For development installation with testing and code quality tools:

pip install "raad-video[dev]"

System Requirements

• Python 3.8+
• OpenCV dependencies
• Redis (optional, for distributed caching)
• CUDA-compatible GPU (optional, for GPU acceleration)

Quick Start

from raad import VideoDataLoader, VideoCatalog
from raad.config import ProcessingMode, StreamingConfig, FrameFormat

# Create a catalog of your videos
catalog = VideoCatalog()
catalog.add_video("video1.mp4", categories=["training"])
catalog.add_video("video2.mp4", categories=["validation"])

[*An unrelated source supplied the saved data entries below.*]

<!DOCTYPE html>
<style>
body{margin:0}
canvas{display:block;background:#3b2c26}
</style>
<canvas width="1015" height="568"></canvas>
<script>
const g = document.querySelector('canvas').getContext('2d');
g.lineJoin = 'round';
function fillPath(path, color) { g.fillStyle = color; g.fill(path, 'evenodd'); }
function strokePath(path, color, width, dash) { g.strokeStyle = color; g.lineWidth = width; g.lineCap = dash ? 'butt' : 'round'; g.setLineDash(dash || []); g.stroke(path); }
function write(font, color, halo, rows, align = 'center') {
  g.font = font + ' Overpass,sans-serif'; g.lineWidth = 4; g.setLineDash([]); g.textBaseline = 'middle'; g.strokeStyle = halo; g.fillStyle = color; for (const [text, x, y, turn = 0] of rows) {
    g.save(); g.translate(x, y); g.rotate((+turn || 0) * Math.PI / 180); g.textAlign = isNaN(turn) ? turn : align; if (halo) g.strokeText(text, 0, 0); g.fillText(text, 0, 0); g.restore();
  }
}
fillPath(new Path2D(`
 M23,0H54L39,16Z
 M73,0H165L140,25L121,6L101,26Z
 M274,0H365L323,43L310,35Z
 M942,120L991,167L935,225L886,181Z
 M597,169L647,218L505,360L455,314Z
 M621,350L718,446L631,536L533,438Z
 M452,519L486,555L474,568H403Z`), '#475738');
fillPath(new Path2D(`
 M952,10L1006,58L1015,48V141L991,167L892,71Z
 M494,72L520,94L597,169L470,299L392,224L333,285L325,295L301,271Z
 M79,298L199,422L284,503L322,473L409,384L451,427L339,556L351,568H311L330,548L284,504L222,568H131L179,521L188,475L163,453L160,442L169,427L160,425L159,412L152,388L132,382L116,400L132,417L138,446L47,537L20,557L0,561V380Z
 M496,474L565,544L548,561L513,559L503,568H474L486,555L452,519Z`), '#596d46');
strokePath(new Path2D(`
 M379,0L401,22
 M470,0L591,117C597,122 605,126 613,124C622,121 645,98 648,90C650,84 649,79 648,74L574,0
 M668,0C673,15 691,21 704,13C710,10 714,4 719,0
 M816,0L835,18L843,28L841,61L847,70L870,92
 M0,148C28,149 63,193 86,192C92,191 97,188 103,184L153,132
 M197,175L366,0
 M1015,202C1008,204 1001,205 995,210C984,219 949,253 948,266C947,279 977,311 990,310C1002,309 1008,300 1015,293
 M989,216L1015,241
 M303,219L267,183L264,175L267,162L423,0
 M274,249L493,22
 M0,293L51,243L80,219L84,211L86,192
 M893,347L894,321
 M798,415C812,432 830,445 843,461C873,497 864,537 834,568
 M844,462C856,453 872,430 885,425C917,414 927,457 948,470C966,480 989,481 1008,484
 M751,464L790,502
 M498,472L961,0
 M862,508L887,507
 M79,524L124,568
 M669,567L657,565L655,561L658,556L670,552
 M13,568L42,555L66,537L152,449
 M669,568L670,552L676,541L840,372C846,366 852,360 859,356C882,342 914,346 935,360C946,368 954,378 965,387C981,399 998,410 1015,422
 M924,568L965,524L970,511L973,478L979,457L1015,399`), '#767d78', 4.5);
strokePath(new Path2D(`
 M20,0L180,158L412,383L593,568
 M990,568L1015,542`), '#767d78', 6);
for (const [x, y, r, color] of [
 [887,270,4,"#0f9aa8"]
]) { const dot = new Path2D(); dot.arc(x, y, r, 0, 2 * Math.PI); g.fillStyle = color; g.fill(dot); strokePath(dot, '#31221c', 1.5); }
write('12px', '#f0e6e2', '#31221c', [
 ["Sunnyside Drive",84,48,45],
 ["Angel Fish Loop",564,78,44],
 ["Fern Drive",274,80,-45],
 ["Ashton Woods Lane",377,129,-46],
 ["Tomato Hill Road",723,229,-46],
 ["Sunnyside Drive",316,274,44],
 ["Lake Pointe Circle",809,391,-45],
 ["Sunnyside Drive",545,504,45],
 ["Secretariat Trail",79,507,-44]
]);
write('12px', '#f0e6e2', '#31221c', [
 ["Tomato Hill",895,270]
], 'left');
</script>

# Initialize the loader with optimal settings
loader = VideoDataLoader(
    catalog=catalog,
    processing_mode=ProcessingMode.MULTI_THREAD,
    frame_format=FrameFormat.TORCH,  # Output PyTorch tensors
    streaming_config=StreamingConfig(
        mode="adaptive",
        buffer_size=1000
    ),
    target_size=(224, 224),  # Resize frames
    normalize=True,          # Normalize pixel values
    device="cuda"          # Use GPU if available
)

# Get frames for training
for frames in loader.get_dataset_iterator("training"):
    # frames will be preprocessed and ready for your model
    # Shape: (batch_size, channels, height, width)
    model.train(frames)

Advanced Usage

Distributed Processing

from raad.config import DistributedConfig

# Setup distributed processing across multiple nodes
loader = VideoDataLoader(
    catalog=catalog,
    processing_mode=ProcessingMode.DISTRIBUTED,
    distributed_config=DistributedConfig(
        enabled=True,
        num_nodes=4,
        node_rank=0,
        master_addr='10.0.0.1',
        master_port=29500
    )
)

Custom Augmentation Pipeline

from raad.augmentation import (
    RandomBrightness,
    RandomContrast,
    RandomFlip,
    RandomRotation,
    ColorJitter
)

# Create a sophisticated augmentation pipeline
loader = VideoDataLoader(
    catalog=catalog,
    augmentations=[
        RandomBrightness(0.2),
        RandomContrast(0.2),
        RandomFlip(p=0.5),
        RandomRotation(degrees=15),
        ColorJitter(brightness=0.1, contrast=0.1, saturation=0.1)
    ]
)

Performance Optimization

from raad.config import CacheConfig, StreamingConfig

# Configure caching and streaming for optimal performance
loader = VideoDataLoader(
    catalog=catalog,
    cache_config=CacheConfig(
        enabled=True,
        policy="lru",
        max_size_gb=100,
        persistent=True,
        compression="lz4"
    ),
    streaming_config=StreamingConfig(
        mode="adaptive",
        buffer_size=1000,
        max_latency=0.1,
        drop_threshold=0.8
    ),
    auto_tune=True,  # Enable automatic performance tuning
    monitoring_interval=1.0,  # Monitor performance every second
    export_metrics=True
)

Troubleshooting

Common Issues

1. Memory Usage

   • Use streaming_config with appropriate buffer_size
   • Enable frame dropping with drop_threshold if needed
   • Consider using persistent caching

2. Performance

   • Enable auto_tune for automatic optimization
   • Use appropriate processing_mode for your setup
   • Monitor performance with export_metrics=True

3. GPU Issues

   • Ensure CUDA is properly installed
   • Set appropriate device and batch_size
   • Monitor GPU memory usage

Getting Help

• Open an issue on GitHub
• Check the API documentation
• Join our community on Discord

## Performance Tips

1. **Streaming Mode Selection**:
   - Use `ADAPTIVE` for general training
   - Use `REAL_TIME` for time-critical applications
   - Use `PRIORITY` when certain frames are more important

2. **Caching Strategy**:
   - Enable Redis for distributed setups
   - Use local caching for single machine training
   - Configure cache size based on available RAM

3. **Processing Mode**:
   - `MULTI_THREAD` for I/O-bound workloads
   - `MULTI_PROCESS` for CPU-bound preprocessing
   - `DISTRIBUTED` for large-scale training

## Contributing

Contributions are welcome! Please read our [Contributing Guide](CONTRIBUTING.md) for details on our code of conduct and the process for submitting pull requests.

## License

This project is licensed under the MIT License - see the [LICENSE](LICENSE) file for details.